Unmask automated user accounts

Some manipulators use fake news and bots to drive political polarization or monetization through advertising. At OSoMe, we recently uncovered a network of Twitter automated accounts, all coordinated by the same entity. Some pretended to be Trump supporters of the Make America Great Again campaign, while others pretended to be Trump opponents - but all asked for political donations.

How can we better protect ourselves from such manipulation? First of all, we need to know our cognitive biases and understand how algorithms and bots exploit them. OSoMe has developed several tools to highlight human vulnerabilities as well as those of social media. One of them is an app called "Fakey," which helps users learn to spot misinformation. The app simulates a social media news feed that shows current articles from sources with low or high credibility. Users have to decide which content they would share or check for truthfulness. When we analyzed the data from “Fakey”, we noticed, as expected, the social herding: users are more likely to trust information from questionable sources if they believe that many other people have shared it.

Another publicly available program, "Hoaxy", visualizes how posts spread via Twitter. The representation consists of a network in which the nodes correspond to real Twitter accounts, while the connections represent the sharing of content between users. Each point has a color that reflects its score from the »botometer«. This makes it easy to see how bots increase the spread of fake news (see »Pollution by Bots«).

Investigative journalists have used our programs to uncover misinformation campaigns, such as the "Pizzagate Conspiracy," according to which a pizzeria in Washington, D.C., is involved in child pornography, including Hillary Clinton. They were also able to expose bot-driven efforts that were intended to deter certain people from voting during the 2018 midterm elections. Because machine learning algorithms are increasingly able to mimic human behavior, it is difficult to detect such manipulations.

Aside from spreading false news, misinformation campaigns can divert attention from other, sometimes weighty, problems. To counter this, we recently developed the »BotSlayer« software. It extracts hashtags, links, accounts and other content that appears in tweets about topics that interest a user. This allows »BotSlayer« to identify accounts that are trending and are likely to be reinforced by bots or coordinated accounts. The aim is to enable reporters, civil society organizations and political candidates to identify and track fake influence campaigns in real time.

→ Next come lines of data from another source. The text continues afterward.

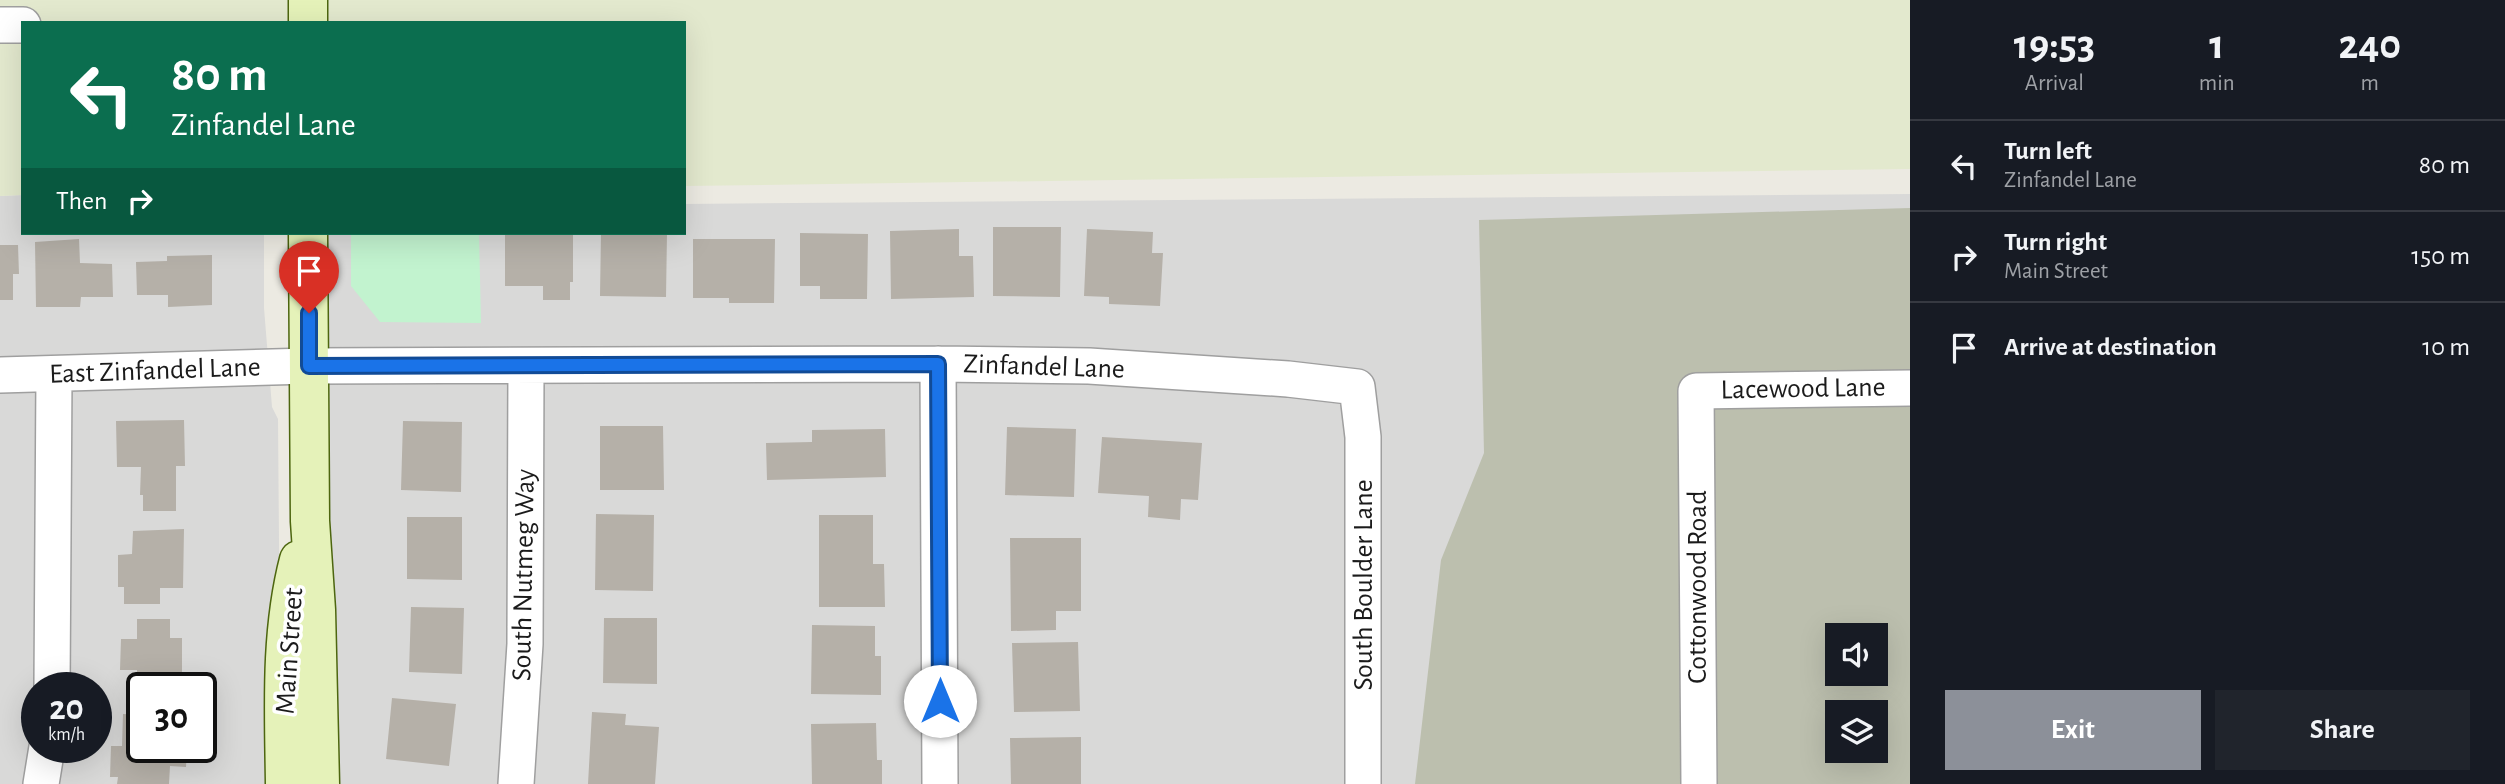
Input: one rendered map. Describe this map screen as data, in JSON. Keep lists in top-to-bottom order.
{
  "streets": {
    "street": [
      "Zinfandel Lane",
      "East Zinfandel Lane",
      "Lacewood Lane",
      "South Nutmeg Way",
      "South Boulder Lane",
      "Cottonwood Road",
      "Main Street"
    ]
  },
  "crossings": [
    ["Zinfandel Lane", "East Zinfandel Lane"],
    ["Zinfandel Lane", "South Nutmeg Way"],
    ["Zinfandel Lane", "South Boulder Lane"],
    ["Zinfandel Lane", "Main Street"],
    ["East Zinfandel Lane", "Main Street"],
    ["Lacewood Lane", "Cottonwood Road"]
  ],
  "page": {
    "eta": [
      "19:53",
      "Arrival",
      "1",
      "min",
      "240",
      "m"
    ],
    "turn": ["80 m", "Zinfandel Lane"],
    "list": [
      {
        "name": "Turn left",
        "note": "Zinfandel Lane",
        "value": "80 m"
      },
      {
        "name": "Turn right",
        "note": "Main Street",
        "value": "150 m"
      },
      {
        "name": "Arrive at destination",
        "value": "10 m"
      }
    ],
    "then": "Then",
    "speed": "20 km/h",
    "limit": "30",
    "buttons": ["Exit", "Share"]
  }
}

While these tools are useful tools, further steps are needed to curb the spread of fake news. Education is an important factor, even if one cannot adequately cover all scientific content in school. Some governments and social media platforms are trying to crack down on manipulation and fake news. But who decides what is manipulative and what is not? The risk that such measures could intentionally or inadvertently suppress freedom of expression is considerable. Twitter has also set limits to automated posting.

Another option could be to create barriers to creating and sharing poor quality content. For example, a price could be set for sharing or receiving information. The payment does not necessarily have to be monetary, but could be in the form of time or intellectual work such as puzzles. Because free communication has its price - and the fact that we have reduced costs has reduced its value.